We started the day in the Testaccio neighborhood or Rome, an area rich with history and food, with Marta Rezzano, an accomplished and talented sommelier and tour guide, who was in charge of our gastronomic adventures for the day. Marta is clever and funny and she does not mess around when it comes to good food.
First up was coffee and breakfast at Pasticceria Linari, a bustling cafe with a selection of eye-popping pastries. We wanted to experience the cafe like the locals so we stood at the counter with our cappuccini and sweets rather than sitting down. The maritozzo, a brioche filled with cream, was everyone's favorite.

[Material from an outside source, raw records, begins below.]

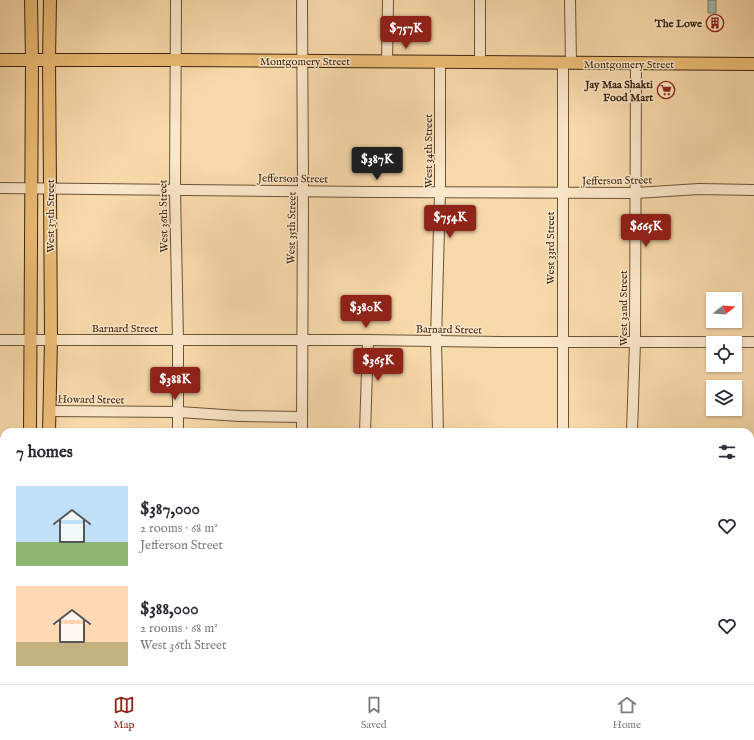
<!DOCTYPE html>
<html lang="en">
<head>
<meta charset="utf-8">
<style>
	:root { --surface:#fff; --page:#f2f2f3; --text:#2b2b33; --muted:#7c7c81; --line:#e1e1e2; --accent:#8f2418 }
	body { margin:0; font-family:"IM FELL English",serif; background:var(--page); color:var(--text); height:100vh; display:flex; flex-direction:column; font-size:15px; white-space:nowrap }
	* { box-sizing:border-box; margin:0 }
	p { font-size:13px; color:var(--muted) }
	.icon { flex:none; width:22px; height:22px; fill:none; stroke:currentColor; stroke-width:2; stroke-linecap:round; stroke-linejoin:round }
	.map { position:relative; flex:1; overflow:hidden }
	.details { position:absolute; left:0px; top:428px; width:754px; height:256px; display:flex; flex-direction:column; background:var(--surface); border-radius:12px 12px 0 0; box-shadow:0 1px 3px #0004 }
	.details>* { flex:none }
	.needle { width:26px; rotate:73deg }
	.buttons { position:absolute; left:706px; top:292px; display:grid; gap:8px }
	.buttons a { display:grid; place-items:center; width:36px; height:36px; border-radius:0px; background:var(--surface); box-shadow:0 1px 3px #0004; font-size:20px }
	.price { position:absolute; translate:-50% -34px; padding:0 9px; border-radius:4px; background:var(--accent); color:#fff; font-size:13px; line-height:26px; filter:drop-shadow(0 1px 2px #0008) }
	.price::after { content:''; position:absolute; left:50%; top:24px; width:12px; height:9px; margin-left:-6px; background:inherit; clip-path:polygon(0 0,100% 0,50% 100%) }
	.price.active { background:#222; color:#fff }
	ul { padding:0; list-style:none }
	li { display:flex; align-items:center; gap:12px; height:100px; padding:0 16px }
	li span { display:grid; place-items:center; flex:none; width:112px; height:80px; border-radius:0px; color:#555 }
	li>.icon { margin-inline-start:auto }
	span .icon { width:48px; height:48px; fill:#fffc; stroke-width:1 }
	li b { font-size:17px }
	h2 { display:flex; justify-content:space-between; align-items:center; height:48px; padding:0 16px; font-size:17px }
	.dock { display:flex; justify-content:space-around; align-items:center; height:56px; border-top:1px solid var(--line); background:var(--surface); font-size:11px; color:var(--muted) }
	.dock a { display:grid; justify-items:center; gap:2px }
	.dock .active { color:var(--accent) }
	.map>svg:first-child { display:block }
	.green { fill:#bfbf87; stroke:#7e724c }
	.water { fill:#9fb9b1; stroke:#787e71 }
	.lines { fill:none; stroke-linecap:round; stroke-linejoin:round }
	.minor-casing { stroke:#6c5337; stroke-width:12 }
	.major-casing { stroke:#3d2611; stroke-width:14 }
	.minor { stroke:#fae6c8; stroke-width:10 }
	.major { stroke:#ecbc75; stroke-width:12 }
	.labels { text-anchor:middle; stroke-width:3; stroke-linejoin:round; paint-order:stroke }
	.poi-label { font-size:11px; font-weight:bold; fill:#3d2611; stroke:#fae6c8; text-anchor:end }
	.street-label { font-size:11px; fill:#3d2611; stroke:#fae6c8 }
</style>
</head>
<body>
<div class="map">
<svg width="754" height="684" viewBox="0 0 754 684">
	<rect width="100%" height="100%" fill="#f8d9aa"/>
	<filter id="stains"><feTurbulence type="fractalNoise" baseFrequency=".005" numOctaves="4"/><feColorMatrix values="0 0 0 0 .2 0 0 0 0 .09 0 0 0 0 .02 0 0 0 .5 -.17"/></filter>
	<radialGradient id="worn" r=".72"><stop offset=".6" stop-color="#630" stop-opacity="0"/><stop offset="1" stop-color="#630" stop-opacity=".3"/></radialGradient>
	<!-- green -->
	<rect class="green" x="204" y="680" width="72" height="4"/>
	<!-- water -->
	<rect class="water" x="708" y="0" width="8" height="13"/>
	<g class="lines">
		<defs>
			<g id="minor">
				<path d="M176,0l-1,190 3,150v92"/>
				<path d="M480,0v62"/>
				<path d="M570,0l1,63"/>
				<path d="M387,62l1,-62"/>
				<path d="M0,188l370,4 266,1 63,-4 55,1"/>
				<path d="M0,340h368l133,2h253"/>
				<path d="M49,411l130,1 60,4 63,1"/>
				<path d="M302,432l1,-242 -1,-190"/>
				<path d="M365,432l3,-92"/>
				<path d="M438,432l-2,-92 4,-149v-129"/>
				<path d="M563,432v-369"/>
				<path d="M632,432l3,-90 1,-278"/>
				<path d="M0,545h4"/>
				<path d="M0,611h4"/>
				<path d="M750,635h4"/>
				<path d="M435,680v4"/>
				<path d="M633,680v4"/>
				<path d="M302,684v-4"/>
				<path d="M559,684v-4"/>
			</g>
			<g id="major">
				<path d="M0,60h175l579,4"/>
				<path d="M30,432l2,-372 -1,-60"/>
				<path d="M49,432l2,-92 -1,-152 -1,-128 1,-60"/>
				<path d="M0,482h4"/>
				<path d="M750,492l4,1"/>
				<path d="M30,680v4"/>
				<path d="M48,680v4"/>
			</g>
		</defs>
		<!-- minor casing -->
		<use href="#minor" class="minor-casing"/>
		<!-- major casing -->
		<use href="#major" class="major-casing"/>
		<!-- minor -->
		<use href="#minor" class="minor"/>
		<!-- major -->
		<use href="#major" class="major"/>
	</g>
	<!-- icons -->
	<defs>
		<symbol id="building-ring" viewBox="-11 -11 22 22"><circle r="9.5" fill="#fae6c8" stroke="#8f2418" stroke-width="1.5"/><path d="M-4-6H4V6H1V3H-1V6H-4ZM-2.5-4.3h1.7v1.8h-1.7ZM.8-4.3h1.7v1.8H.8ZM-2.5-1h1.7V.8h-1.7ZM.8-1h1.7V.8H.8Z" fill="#8f2418"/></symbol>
		<symbol id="supermarket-ring" viewBox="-11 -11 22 22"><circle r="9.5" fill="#fae6c8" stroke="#8f2418" stroke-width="1.5"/><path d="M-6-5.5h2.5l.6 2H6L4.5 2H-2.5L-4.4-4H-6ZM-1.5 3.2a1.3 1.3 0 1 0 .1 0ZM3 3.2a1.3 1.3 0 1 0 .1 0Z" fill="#8f2418"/></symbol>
	</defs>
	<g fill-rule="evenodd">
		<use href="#building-ring" x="705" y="13" width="20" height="20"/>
		<use href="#supermarket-ring" x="656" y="80" width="20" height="20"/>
	</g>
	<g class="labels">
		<!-- poi labels -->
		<g class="poi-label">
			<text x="702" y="27">The Lowe</text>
			<text x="653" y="88">Jay Maa Shakti<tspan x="653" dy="13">Food Mart</tspan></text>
		</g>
		<!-- street labels -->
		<g class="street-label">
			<text x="305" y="65">Montgomery Street</text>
			<text x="629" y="68">Montgomery Street</text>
			<text transform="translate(428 151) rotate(-90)" y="4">West 34th Street</text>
			<text transform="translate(293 178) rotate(1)" y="4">Jefferson Street</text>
			<text transform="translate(617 180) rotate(-1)" y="4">Jefferson Street</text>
			<text transform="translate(50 216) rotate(-90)" y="4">West 37th Street</text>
			<text transform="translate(163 216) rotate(-91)" y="4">West 36th Street</text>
			<text transform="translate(291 228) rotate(-89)" y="4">West 35th Street</text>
			<text transform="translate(550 248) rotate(-90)" y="4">West 33rd Street</text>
			<text transform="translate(623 308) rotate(-90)" y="4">West 32nd Street</text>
			<text x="125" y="332">Barnard Street</text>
			<text transform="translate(449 329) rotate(1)" y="4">Barnard Street</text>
			<text transform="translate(91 399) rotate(1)" y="4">Howard Street</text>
		</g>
	</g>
	<rect width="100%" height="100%" filter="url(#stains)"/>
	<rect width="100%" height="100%" fill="url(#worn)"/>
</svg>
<div class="buttons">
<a><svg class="needle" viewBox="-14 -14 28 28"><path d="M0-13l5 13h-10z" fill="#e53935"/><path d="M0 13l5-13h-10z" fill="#7c7c81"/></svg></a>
<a><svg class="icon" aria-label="locate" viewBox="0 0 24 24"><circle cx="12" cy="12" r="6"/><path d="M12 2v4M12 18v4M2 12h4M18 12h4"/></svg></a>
<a><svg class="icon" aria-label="layers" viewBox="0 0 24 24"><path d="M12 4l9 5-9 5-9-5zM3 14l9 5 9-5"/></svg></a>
</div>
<b class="price" style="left:406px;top:50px">$757K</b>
<b class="price active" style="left:377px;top:181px">$387K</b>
<b class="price" style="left:450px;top:239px">$754K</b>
<b class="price" style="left:646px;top:248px">$665K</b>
<b class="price" style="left:366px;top:329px">$380K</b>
<b class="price" style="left:378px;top:382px">$365K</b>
<b class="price" style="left:175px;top:401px">$388K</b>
<section class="details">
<h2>7 homes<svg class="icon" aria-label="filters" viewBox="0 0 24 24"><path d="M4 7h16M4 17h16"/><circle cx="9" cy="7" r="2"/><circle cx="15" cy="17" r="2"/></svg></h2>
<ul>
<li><span style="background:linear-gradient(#bfe0f5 70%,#8fb573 0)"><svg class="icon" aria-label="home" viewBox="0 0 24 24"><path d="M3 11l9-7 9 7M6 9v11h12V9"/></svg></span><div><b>$387,000</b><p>2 rooms · 68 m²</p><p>Jefferson Street</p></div><svg class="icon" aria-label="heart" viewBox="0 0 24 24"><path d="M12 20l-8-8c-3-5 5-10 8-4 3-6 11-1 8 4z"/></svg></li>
<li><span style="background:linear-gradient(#ffd9b3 70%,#c2b280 0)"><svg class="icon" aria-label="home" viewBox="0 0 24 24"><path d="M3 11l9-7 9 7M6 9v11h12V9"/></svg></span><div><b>$388,000</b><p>2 rooms · 68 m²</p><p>West 36th Street</p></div><svg class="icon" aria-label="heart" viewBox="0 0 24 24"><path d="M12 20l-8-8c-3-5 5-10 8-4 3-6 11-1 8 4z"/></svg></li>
</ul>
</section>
</div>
<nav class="dock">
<a class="active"><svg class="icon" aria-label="map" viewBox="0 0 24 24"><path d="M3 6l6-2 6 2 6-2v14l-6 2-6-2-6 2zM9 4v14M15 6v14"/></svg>Map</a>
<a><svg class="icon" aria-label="saved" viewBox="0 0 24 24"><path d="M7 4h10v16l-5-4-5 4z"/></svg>Saved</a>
<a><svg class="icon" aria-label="home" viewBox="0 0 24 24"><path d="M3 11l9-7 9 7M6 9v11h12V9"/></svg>Home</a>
</nav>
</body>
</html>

Once we were properly buzzing with sugar and caffeine, we walked over to the Mercato Testaccio, an indoor network of stalls selling groceries,housewares, clothing, shoes, plants, and other goods. There are also little restaurants selling hot foods like pizza and trippa alla Romana. Marta gave us a history of the market and the Testaccio neighborhood, the former slaughterhouse of Rome. We learned about the Roman supply chain as well as how class status affected people's diets, and the beloved quinto quarto (the "fifth quarter of the animal, or the unwanted parts that went to the poorest citizens). Throughout our lesson we sampled an array of classic Italian cheeses and charcuterie and followed it up with a sparkling wine.
Next, we stopped by Casa Manco for pizza al taglio, a Roman style of pizza that is baked in rectangular pans and sold by either the slice or the weight. Everything we tried was fabulous and creative and served to us by a young man with incredible blue eyes that we all swooned over a bit.
By then we were all kind of full but Marta told us we still had to go to lunch. She'd arranged for us a typical Roman sampling of cacio e pepe, amatriciana, gricia, and carbonara. along with some seasonal puntarelle dressed with anchovies and lemon, and a taste of the quinto quarto in the form of Roman oxtail.
The food was so delicious and we really wanted to eat everything, but it was impossible. Marta was disappointed in our lack of stamina and we felt bad letting her down. We did take our leftovers with us, though.
We left the restaurant feeling a bit sluggish but there was no time to wallow because we still had to get to the gelato shop. At this point I really couldn't even remember my own name so I went along and got a pistachio gelato because FOMO. Sensing our downward spiral, Marta wisely decided it was time for a digestive. A bit of amaro perked us up a bit!
We took an afternoon break before meeting up again with Marta in the Monti area of Rome. She'd arranged for us a very special wine tasting featuring a selection curated by hers truly, served with a delightful array of charcuterie, crackers, and other snacks. We all learned so much and had a great time together.
Day 11, Wednesday
Our final day!!! We met up with Marta and her fellow tour guide, Jonathan, for a history tour. Marta and Jon's history of Rome tour was fantastic, really engaging and funny! They really brought life and color to the stories and we were hanging on every word. And because it's Marta, she made sure to feed us too!
That night, we decided to stay in and make a dinner out of our leftovers and Madonna Del Latte wine. Someone even brought out a bag of Halloween candy that they'd pilfered from their kids! It felt perfect and right to spend our last night sitting around the kitchen table, where the best stuff happens.